В воздухе сгустилась влага, пошел дождь. Вода сочилась из засорившегося водостока. От коврика на лестничной площадке шел запах кошачьей мочи. Гробница, подумала я, Гробница позднебуржуазной эпохи. Я поворачивала голову то в одну, то в другую сторону. На подушке тонкие, давно не мытые седые волосы. А в комнате Флоренс, в густеющих сумерках, лежа навзничь на кровати, прижимает к себе бомбу, или что там у него, мальчик, с широко открытыми глазами, больше не замутненными, ясными, и думает – нет, прозревает. Прозревает миг торжества, когда поднимется, наконец, в полный рост – могучий, преображенный. Когда развернется огненный цветок, встанет столп дыма. Бомба, которую он прячет на груди, подобна талисману: так лежал во тьме своей каюты Христофор Колумб, прижимая к груди компас, таинственный инструмент, долженствующий привести его в Индию, на Острова Блаженных.
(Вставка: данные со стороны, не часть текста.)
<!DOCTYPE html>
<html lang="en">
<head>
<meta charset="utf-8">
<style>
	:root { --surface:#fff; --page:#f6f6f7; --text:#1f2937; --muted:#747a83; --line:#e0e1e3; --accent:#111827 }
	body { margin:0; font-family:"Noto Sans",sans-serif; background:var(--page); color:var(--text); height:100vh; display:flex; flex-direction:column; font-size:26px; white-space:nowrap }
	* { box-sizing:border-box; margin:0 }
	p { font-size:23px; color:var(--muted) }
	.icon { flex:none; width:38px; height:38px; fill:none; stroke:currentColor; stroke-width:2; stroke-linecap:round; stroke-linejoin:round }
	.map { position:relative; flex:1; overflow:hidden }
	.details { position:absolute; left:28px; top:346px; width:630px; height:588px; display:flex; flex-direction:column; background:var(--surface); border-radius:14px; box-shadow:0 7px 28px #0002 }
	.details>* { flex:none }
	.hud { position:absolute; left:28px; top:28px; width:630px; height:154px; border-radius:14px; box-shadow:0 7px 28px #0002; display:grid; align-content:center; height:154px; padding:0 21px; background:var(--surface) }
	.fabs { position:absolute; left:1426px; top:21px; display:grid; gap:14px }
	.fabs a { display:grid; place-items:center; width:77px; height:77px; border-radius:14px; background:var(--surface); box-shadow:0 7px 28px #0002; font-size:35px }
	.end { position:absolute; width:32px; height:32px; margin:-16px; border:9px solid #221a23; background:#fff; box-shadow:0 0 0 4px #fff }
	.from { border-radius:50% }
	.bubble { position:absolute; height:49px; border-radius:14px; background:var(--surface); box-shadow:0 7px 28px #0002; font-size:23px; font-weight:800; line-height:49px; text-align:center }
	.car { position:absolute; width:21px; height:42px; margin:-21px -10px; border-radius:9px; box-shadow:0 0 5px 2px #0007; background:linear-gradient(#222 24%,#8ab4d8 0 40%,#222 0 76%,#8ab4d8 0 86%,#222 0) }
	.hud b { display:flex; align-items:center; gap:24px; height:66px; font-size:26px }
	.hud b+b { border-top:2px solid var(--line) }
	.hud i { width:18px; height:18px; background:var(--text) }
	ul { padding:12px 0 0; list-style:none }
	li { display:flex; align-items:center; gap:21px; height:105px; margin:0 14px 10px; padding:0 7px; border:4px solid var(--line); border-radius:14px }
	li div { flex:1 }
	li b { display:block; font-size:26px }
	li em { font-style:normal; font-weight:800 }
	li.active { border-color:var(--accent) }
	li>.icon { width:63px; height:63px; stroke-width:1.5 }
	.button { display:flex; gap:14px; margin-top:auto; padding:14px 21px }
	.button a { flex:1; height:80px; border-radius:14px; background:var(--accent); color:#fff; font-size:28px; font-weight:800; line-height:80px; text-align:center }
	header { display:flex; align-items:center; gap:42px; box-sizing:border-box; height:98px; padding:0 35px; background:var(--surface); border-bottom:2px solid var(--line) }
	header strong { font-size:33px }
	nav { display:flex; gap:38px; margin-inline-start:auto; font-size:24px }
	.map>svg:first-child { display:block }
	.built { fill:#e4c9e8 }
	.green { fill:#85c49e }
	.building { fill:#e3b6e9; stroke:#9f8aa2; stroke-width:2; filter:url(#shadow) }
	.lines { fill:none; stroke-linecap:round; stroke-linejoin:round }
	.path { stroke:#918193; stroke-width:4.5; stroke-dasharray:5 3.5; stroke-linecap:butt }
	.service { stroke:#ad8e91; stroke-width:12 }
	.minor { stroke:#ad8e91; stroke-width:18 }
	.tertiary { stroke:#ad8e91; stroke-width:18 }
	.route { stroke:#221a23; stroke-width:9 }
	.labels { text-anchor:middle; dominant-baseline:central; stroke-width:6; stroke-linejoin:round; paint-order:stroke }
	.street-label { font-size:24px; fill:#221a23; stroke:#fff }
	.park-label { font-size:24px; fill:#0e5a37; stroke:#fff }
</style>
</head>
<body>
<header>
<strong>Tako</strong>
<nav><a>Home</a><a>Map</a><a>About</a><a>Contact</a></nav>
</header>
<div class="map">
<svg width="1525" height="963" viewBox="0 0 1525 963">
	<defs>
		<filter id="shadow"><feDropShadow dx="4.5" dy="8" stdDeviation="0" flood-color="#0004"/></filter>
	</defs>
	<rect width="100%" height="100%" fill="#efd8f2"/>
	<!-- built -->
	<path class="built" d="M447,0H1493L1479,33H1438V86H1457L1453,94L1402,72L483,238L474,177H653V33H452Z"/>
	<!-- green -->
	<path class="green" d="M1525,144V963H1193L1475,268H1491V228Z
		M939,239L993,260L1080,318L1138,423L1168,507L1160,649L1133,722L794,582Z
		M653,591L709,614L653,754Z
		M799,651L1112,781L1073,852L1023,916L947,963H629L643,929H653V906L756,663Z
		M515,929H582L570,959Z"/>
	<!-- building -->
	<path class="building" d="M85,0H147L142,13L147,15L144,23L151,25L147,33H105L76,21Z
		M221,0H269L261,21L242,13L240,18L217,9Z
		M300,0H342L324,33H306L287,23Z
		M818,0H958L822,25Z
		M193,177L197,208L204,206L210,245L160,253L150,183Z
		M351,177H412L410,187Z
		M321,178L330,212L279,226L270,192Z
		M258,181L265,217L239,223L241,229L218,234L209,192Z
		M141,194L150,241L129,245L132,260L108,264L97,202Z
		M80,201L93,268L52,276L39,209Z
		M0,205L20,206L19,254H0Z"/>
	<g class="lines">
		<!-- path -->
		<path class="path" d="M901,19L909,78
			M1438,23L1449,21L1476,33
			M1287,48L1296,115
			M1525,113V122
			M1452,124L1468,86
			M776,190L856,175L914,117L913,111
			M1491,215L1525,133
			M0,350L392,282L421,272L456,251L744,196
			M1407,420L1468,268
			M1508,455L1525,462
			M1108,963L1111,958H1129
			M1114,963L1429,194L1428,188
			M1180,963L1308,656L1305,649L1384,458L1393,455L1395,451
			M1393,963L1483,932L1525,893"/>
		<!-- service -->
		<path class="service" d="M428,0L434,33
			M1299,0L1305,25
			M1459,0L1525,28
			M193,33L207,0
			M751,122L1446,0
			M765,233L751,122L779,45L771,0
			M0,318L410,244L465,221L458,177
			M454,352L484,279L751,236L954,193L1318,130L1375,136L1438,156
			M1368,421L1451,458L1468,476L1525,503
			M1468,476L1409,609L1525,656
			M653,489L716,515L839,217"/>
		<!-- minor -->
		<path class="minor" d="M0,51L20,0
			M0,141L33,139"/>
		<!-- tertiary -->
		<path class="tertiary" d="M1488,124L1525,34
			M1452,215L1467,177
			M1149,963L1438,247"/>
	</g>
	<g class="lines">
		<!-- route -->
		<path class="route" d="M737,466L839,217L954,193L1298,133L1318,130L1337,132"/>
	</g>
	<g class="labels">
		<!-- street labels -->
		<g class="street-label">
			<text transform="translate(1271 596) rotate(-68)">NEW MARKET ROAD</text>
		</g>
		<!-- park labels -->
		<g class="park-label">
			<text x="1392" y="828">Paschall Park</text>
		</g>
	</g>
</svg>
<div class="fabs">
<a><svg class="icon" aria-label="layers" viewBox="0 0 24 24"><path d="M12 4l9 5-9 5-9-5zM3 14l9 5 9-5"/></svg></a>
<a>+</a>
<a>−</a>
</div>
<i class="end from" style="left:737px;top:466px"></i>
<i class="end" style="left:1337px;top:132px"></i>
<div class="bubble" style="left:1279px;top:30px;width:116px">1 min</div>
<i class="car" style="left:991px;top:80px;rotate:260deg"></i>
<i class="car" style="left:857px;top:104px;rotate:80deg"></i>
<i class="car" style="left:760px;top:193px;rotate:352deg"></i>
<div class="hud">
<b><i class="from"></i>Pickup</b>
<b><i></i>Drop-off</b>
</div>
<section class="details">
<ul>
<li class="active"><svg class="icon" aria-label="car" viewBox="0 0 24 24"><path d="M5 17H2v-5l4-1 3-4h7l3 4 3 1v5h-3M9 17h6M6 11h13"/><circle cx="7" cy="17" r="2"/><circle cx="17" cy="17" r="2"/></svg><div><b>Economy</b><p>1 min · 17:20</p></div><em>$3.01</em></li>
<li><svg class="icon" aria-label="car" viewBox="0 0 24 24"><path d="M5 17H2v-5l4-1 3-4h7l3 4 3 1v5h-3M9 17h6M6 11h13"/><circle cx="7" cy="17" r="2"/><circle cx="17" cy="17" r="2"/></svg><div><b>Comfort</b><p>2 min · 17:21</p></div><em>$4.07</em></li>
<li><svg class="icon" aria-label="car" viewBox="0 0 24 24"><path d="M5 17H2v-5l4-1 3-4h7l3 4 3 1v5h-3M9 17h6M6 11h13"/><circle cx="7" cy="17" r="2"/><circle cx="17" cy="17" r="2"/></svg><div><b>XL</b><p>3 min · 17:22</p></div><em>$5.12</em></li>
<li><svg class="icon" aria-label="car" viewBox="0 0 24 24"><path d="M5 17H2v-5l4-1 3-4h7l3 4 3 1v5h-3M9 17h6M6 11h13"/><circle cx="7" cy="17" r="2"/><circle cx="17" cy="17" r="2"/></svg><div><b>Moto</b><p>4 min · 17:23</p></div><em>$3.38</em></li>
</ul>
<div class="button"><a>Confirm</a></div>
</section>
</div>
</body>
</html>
Толпы полуобнаженных девушек поют и открывают ему свои объятия, а он бредет к ним по отмели, держа перед собой стрелку, которая никогда не отклоняется, но всегда указывает в одном направлении – в будущее.

Бедное дитя! Бедное дитя! Все вдруг расплылось передо мной от подступивших слез. Бедный Джон, который в прежние времена был бы взят для работы в саду и приходил в полдень к заднему крыльцу, чтоб получить свой хлеб с вареньем и напиться воды из жестянки; Джон, сражающийся теперь за всех оскорбленных и униженных, попранных, осмеянных, за всех черных садовников Южной Африки! Холодным ранним утром я услыхала, что кто-то пытается открыть калитку. Веркюэль, подумала я, вернулся Веркюэль. Потом позвонили в дверь – раз, другой, третий – длинным, требовательным, нетерпеливым звонком, и я поняла, что это не Веркюэль.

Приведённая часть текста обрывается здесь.